I assume that's what the parent meant.
As an addendum, the newest CUDA 2.2 (with chip of the newest generation, i.e. GT200) actually has support for reading directly from (page-locked) host memory inside of GPU kernels... something I believe ATI cards have allowed for a while.
I'm currently running 2x Geforce 9800GTX and dual-booting Ubuntu and XP.
What interesting and practical things am I, the average schmoe with a gaming pc, able to do with CUDA today? What resources have I been squandering?
see: Amdahl's law
"....is used to find the maximum expected improvement to an overall system when only part of the system is improved. It is often used in parallel computing to predict the theoretical maximum speedup using multiple processors." http://en.wikipedia.org/wiki/Amdahl%27s_law
You get the big speedup only if you're doing single precision floating point computations.

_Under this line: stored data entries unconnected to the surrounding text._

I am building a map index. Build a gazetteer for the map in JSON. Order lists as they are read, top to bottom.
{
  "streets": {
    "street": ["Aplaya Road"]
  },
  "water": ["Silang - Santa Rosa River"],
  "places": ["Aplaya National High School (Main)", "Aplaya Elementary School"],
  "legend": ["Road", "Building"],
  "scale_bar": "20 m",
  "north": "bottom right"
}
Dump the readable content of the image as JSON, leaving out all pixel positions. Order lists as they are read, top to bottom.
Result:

On the NVIDIA GTX 280 & 260, a multiprocessor has eight single-precision floating point ALUs (one per core) but only one double-precision ALU (shared by the eight cores). Thus, for applications whose execution time is dominated by floating point computations, switching from single-precision to double-precision will increase runtime by a factor of approximately eight.
A lot of my HPC customers do CFD with (1) double precision in (2) Fortran. 1 and 2 are not easy or fast with CUDA.

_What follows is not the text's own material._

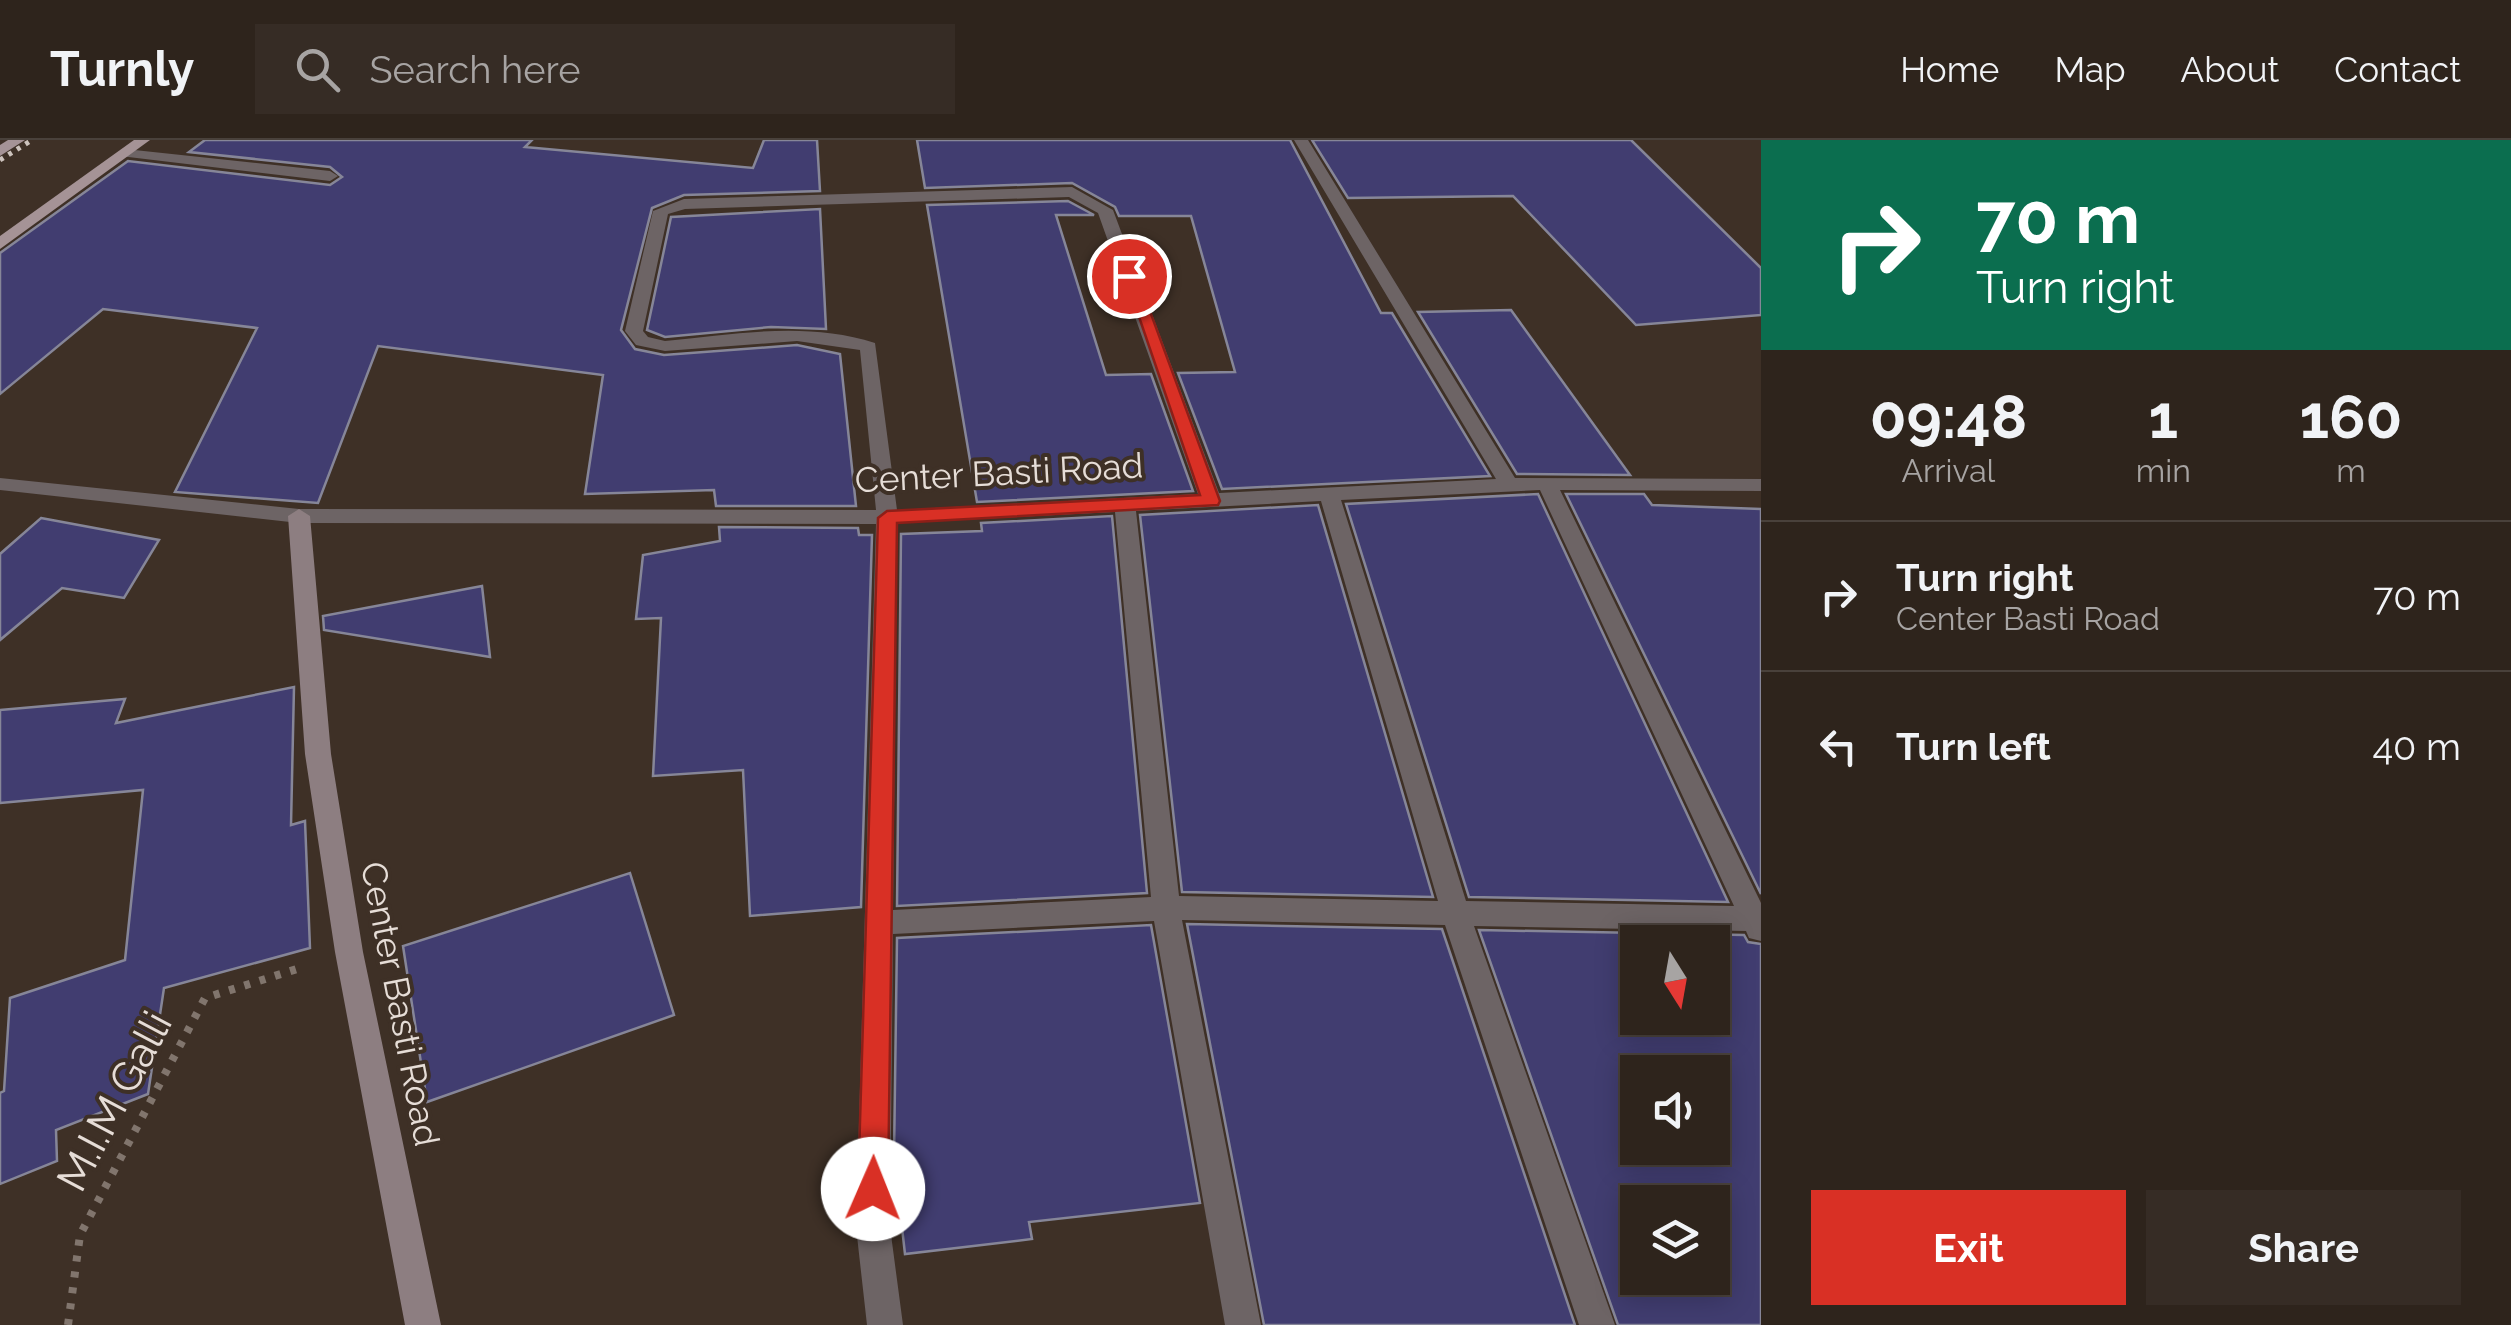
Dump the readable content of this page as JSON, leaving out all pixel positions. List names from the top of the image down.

There's no place like 127.0.0.1
Is that for single or double precision work? Which Xeon exactly? Which compiler? How was the code written for the compiler? Which compiler flags?
Although I don't dispute your claims, writing to get max performance out the newer xeons is *hard* and you need to be very careful. The 256 bit wide registers on the 54xx can be extremely handy for codes written the right way.
I currently have a client that needs to run a lot of this and so far, I have the single cpu version running 10x faster than the parallel version running on 8 cores (single node). Only simple changes thus far although there is a particularly nasty data structure in there that is next for the chopping block.
Just saying.
.
Yeah, zerocopy is what they're calling it. It's most interesting in Nvidia's latest integrated chipsets because the latency is much lower than across the PCI-E bus which allow for some interesting applications (it wouldn't be that hard to write a sound driver that could process almost everything hardware on your GPU, and you could probably use the SPDIF mixed out over HDMI to actually output the sound directly).